# What is being asked
In this exercise, retype exactly the lines from the start of the entries through the line bearing "filter:drop-shadow(0 0 2px", leaving every picture out.

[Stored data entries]
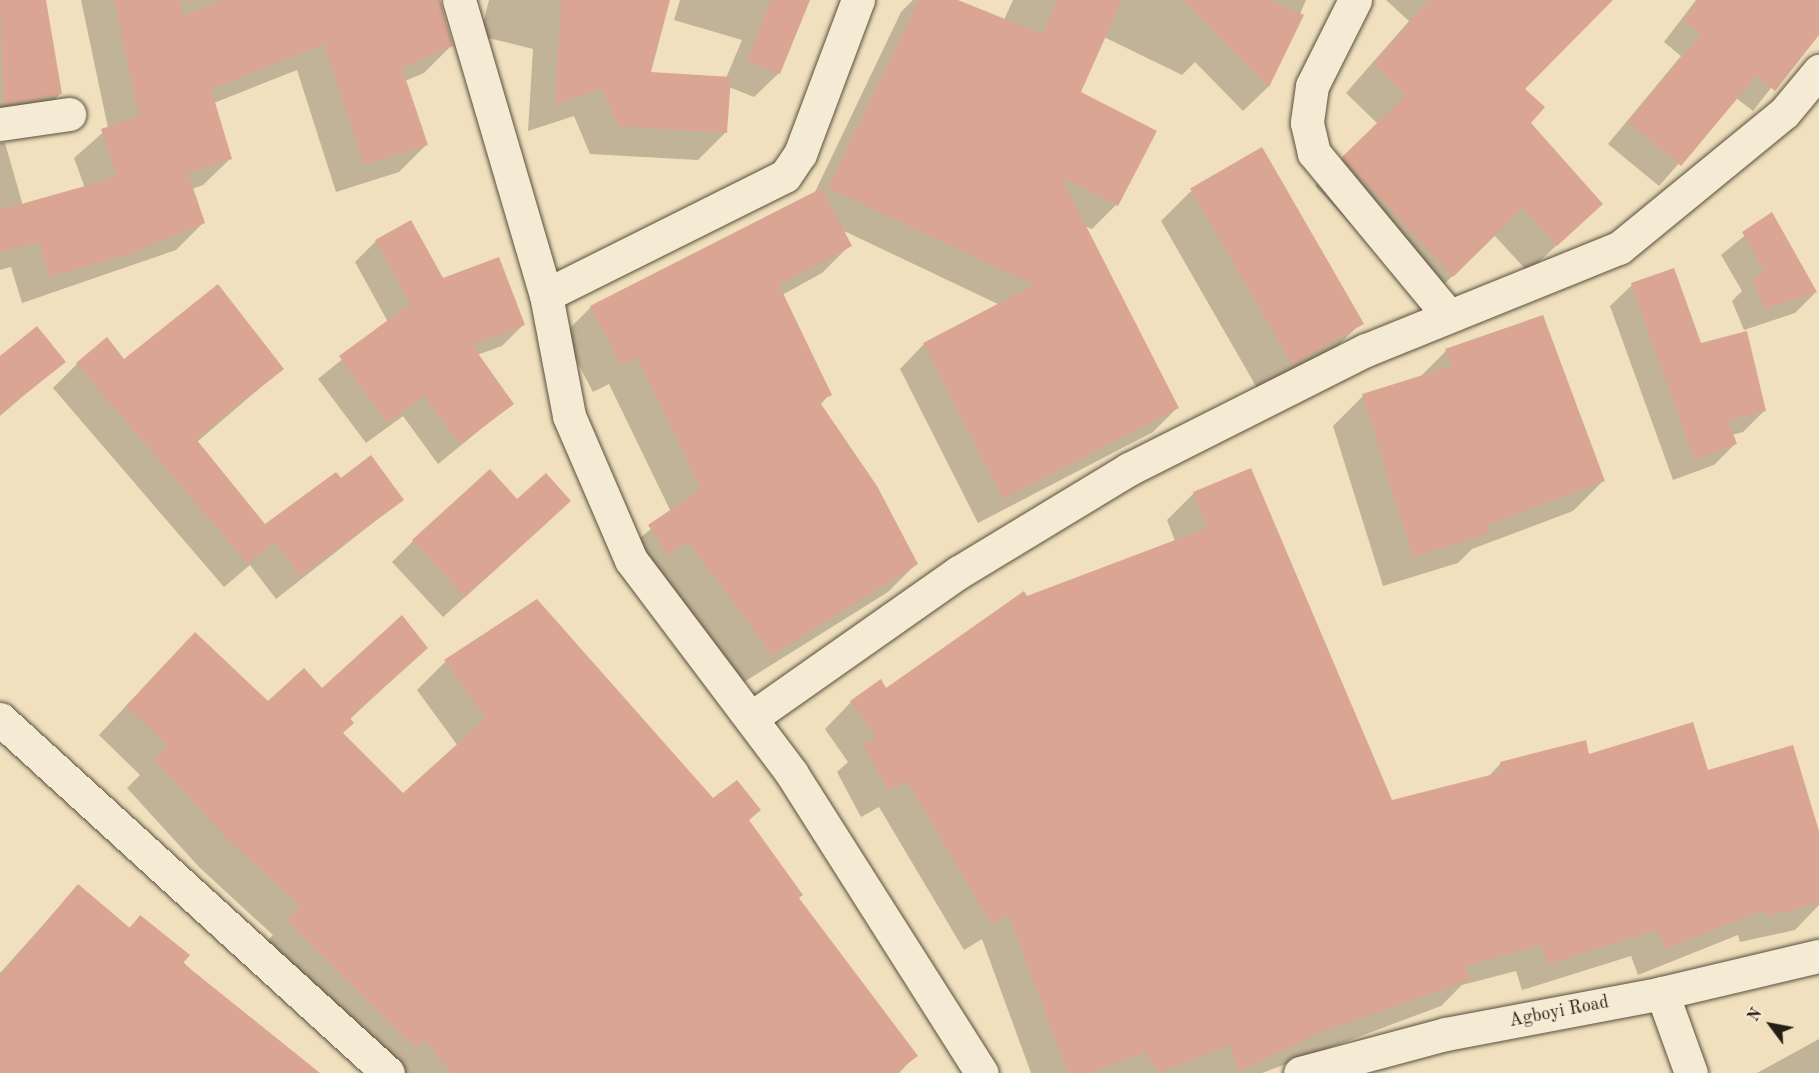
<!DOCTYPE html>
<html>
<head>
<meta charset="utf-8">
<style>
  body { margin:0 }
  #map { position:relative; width:1819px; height:1073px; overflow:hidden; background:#f0e0bd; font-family:"Old Standard TT",serif }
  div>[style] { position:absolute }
  .shadow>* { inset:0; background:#0003 }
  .building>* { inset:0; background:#daa693; transform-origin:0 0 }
  .roads { filter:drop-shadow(0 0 2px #594f3f) drop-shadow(0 0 2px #594f3f) }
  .minor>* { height:33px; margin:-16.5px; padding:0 16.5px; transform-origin:16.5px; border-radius:16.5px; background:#f5ebd4 }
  span { translate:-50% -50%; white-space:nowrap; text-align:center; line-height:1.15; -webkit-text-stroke:4.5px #f5ebd4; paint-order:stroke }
  .street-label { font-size:18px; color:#271f15 }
  .north { position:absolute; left:1741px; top:995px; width:60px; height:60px; -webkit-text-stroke:4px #f5ebd4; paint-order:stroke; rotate:302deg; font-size:16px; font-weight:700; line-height:24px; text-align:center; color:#271f15 }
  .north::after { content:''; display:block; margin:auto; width:21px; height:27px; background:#271f15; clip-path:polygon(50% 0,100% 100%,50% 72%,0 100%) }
</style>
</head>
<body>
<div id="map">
  <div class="shadow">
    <i style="clip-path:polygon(0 0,45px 0,60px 94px,33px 121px,0 127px)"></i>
    <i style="clip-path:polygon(81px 0,436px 0,451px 46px,424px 73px,405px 81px,426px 145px,399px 172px,336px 192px,297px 70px,214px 103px,231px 158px,203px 185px,192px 189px,203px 223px,176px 250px,22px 303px,11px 267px,0 270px,0 143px,5px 143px,23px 206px,85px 188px,74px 158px,108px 128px)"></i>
    <i style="clip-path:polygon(489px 0,668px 0,649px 74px,726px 78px,742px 40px,674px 20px,680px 0,809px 0,779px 73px,754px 97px,729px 87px,726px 132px,698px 160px,590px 154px,574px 116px,528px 131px,533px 49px,480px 36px)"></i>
    <i style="clip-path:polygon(913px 0,954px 0,1003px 22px,1013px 0,1306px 0,1268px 87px,1243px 111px,1195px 62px,1182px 75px,1104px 37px,1079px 93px,1116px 205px,1092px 229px,1084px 226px,1178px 407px,1153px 432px,978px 523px,900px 369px,924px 344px,1000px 305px,842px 230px,850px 245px,822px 273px,782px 295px,830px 394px,820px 405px,916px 564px,888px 592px,744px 682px,659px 569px,640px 581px,621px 554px,671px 512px,609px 384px,593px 392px,563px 335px,591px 307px,814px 194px,901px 12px)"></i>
    <i style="clip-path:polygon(1386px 0,1582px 0,1523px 89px,1529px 123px,1601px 204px,1528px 272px,1494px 235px,1425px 303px,1315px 186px,1378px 124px,1346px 93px,1409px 21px)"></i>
    <i style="clip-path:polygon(1696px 0,1819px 0,1819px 26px,1753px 111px,1736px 98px,1659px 186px,1608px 144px,1681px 56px,1664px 42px)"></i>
    <i style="clip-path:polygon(1191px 191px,1357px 327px,1326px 357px,1261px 395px,1161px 221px)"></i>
    <i style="clip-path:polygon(1771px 214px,1816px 292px,1795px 313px,1744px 330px,1732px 301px,1742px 291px,1721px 255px)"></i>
    <i style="clip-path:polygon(376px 241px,523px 325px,502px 346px,477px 355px,512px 404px,438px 464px,403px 416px,366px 443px,318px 379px,388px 322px,355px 262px)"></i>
    <i style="clip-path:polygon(1632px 285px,1764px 411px,1743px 432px,1732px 435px,1735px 444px,1714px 465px,1673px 480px,1610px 306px)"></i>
    <i style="clip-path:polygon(1446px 351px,1603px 481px,1573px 511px,1472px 549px,1458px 563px,1383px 586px,1333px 426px,1363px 396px,1419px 378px)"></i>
    <i style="clip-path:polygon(0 358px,64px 361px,0 416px)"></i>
    <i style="clip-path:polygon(124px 361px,282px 369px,197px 442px,265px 526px,340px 480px,402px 500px,276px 599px,250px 565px,224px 587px,53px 388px,77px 364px)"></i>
    <i style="clip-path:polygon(1194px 493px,1391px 801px,1487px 778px,1501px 763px,1588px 756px,1707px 772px,1819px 836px,1819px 905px,1795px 930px,1740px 942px,1738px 935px,1638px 975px,1631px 956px,1522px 990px,1516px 971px,1462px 985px,1441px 1006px,1262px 1073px,1031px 1073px,982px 939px,964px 950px,879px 807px,861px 817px,837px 772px,848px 762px,825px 729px,851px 702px,885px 690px,1026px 598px,1175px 541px,1167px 520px)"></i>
    <i style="clip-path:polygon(517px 501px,548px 522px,443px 617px,392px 562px,413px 541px)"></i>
    <i style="clip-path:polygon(426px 648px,349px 720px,342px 734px,403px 795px,458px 746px,417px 690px,445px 662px,713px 801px,759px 810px,748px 821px,798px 898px,916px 1055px,899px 1073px,400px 1073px,259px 949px,273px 935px,199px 867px,127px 788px,140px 775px,99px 735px,167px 662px,268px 703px,322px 690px)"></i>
    <i style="clip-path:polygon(78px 886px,128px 929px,140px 917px,290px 1073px,0 1073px,0 973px)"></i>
    <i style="clip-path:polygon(1819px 1039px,1819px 1073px,1757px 1073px)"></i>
  </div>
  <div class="building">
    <i style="clip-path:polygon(0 0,46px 0,62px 94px,4px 105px)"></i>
    <i style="clip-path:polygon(114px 0,180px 0,183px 16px,224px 0,440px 0,453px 46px,402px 68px,428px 145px,364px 165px,324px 44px,211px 89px,232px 159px,188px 173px,205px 223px,132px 253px,49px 277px,39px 241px,0 252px,0 210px,117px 177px,101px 129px,139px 116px)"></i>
    <i style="clip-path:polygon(561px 0,670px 0,651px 72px,731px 77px,727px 133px,618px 126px,602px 89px,555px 104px)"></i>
    <i style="clip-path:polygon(771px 0,810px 0,780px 74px,747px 61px)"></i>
    <i style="clip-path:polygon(919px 0,958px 0,1042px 34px,1058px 0,1122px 0,1081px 92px,1157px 131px,1118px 206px,1061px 177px,1179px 408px,1003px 499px,923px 343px,1034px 285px,828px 188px)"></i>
    <i style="clip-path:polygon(1183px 0,1269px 0,1304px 15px,1269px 87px)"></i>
    <i style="clip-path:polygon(1429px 0,1613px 0,1525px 89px,1545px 107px,1531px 123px,1603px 204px,1557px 246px,1523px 208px,1453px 277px,1342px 157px,1405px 96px,1373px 64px)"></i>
    <i style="clip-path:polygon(1699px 0,1819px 0,1819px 35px,1775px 91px,1756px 76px,1681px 166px,1628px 122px,1701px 34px,1683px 21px)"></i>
    <i style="left:1262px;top:147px;width:204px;height:83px;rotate:60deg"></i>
    <i style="clip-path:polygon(822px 188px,852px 246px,779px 285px,832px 395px,819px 401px,877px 486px,918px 564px,772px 655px,688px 542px,668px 555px,648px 525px,701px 489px,637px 357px,621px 365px,590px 306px)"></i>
    <i style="clip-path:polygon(1772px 212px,1817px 292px,1765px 309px,1752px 278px,1764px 272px,1742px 232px)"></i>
    <i style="clip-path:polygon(411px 220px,443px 278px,499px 257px,525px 325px,472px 345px,514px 404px,460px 444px,424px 396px,387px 423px,339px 356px,410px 304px,375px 240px)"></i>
    <i style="clip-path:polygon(1674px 268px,1701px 343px,1747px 331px,1766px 411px,1728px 420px,1737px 444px,1694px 460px,1631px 283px)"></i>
    <i style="clip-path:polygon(218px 284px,284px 369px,196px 439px,265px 524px,336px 472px,341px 478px,371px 455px,404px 500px,300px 576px,275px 542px,248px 564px,76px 363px,107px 337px,124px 359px)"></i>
    <i style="clip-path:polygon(1543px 315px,1605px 481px,1487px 525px,1490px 533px,1413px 557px,1362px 394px,1452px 366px,1445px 349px)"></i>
    <i style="clip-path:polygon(37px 326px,66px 362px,0 414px,0 356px)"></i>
    <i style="clip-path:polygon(1251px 468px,1392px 800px,1502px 772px,1500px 762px,1586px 740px,1589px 754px,1693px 722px,1708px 770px,1793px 745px,1819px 831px,1819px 904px,1766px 916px,1765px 910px,1665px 949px,1657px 930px,1548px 964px,1542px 945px,1465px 966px,1470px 980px,1324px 1031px,1239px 1071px,1230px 1045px,1158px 1073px,1146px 1052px,1090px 1073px,1068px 1073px,1008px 914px,991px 924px,907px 781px,888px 791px,863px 744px,876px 737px,850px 701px,881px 679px,886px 688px,1024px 591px,1027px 596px,1207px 528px,1193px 492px)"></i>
    <i style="clip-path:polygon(490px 469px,517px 499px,546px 473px,571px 501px,465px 597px,412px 540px)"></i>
    <i style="clip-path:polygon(537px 599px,713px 798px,737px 780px,761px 810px,749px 820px,803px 895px,799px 898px,918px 1056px,895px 1073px,452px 1073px,424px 1040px,416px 1048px,286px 920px,300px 906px,227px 839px,154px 759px,168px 746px,126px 706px,195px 632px,268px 701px,304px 668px,322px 688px,402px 615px,428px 648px,350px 718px,354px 723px,343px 733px,403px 793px,486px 718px,444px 660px)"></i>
    <i style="clip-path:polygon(78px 884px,130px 928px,140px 915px,190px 955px,183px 963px,320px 1073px,0 1073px,0 976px)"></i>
  </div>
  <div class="roads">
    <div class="minor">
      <i style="left:459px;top:0;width:308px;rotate:73.6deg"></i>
      <i style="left:546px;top:295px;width:123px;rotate:79.2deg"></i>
      <i style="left:569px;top:416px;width:157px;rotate:66.7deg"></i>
      <i style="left:631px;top:560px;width:268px;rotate:53deg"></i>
      <i style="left:792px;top:774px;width:354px;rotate:57.6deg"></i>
      <i style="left:1355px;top:0;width:96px;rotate:116.6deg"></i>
      <i style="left:1312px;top:86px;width:37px;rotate:98deg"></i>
      <i style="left:1307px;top:123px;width:31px;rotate:77deg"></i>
      <i style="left:1314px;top:153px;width:210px;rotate:50.4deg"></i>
      <i style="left:0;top:124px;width:70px;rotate:-8.2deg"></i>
      <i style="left:546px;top:295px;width:267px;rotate:-26.5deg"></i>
      <i style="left:785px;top:176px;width:27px;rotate:-56deg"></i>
      <i style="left:800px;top:154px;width:165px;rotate:-69.4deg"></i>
      <i style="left:751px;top:718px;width:254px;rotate:-35.1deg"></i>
      <i style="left:959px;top:572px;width:199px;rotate:-31.2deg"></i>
      <i style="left:1129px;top:469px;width:265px;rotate:-26.7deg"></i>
      <i style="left:1366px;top:350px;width:273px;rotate:-22deg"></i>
      <i style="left:1619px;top:248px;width:213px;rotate:-39.3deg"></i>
      <i style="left:1784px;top:113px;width:55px;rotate:-50.2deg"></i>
      <i style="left:0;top:719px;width:525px;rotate:42.38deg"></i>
      <i style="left:1662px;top:993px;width:85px;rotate:70.1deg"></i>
      <i style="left:1300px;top:1073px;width:151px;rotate:-15deg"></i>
      <i style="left:1446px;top:1034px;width:220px;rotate:-10.7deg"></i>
      <i style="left:1662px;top:993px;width:161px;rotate:-13.3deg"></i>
    </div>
  </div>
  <div class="street-label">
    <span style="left:1559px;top:1012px;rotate:-11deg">Agboyi Road</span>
  </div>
  <div class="north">N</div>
</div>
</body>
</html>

# Solution below
<!DOCTYPE html>
<html>
<head>
<meta charset="utf-8">
<style>
  body { margin:0 }
  #map { position:relative; width:1819px; height:1073px; overflow:hidden; background:#f0e0bd; font-family:"Old Standard TT",serif }
  div>[style] { position:absolute }
  .shadow>* { inset:0; background:#0003 }
  .building>* { inset:0; background:#daa693; transform-origin:0 0 }
  .roads { filter:drop-shadow(0 0 2px #594f3f) drop-shadow(0 0 2px #594f3f) }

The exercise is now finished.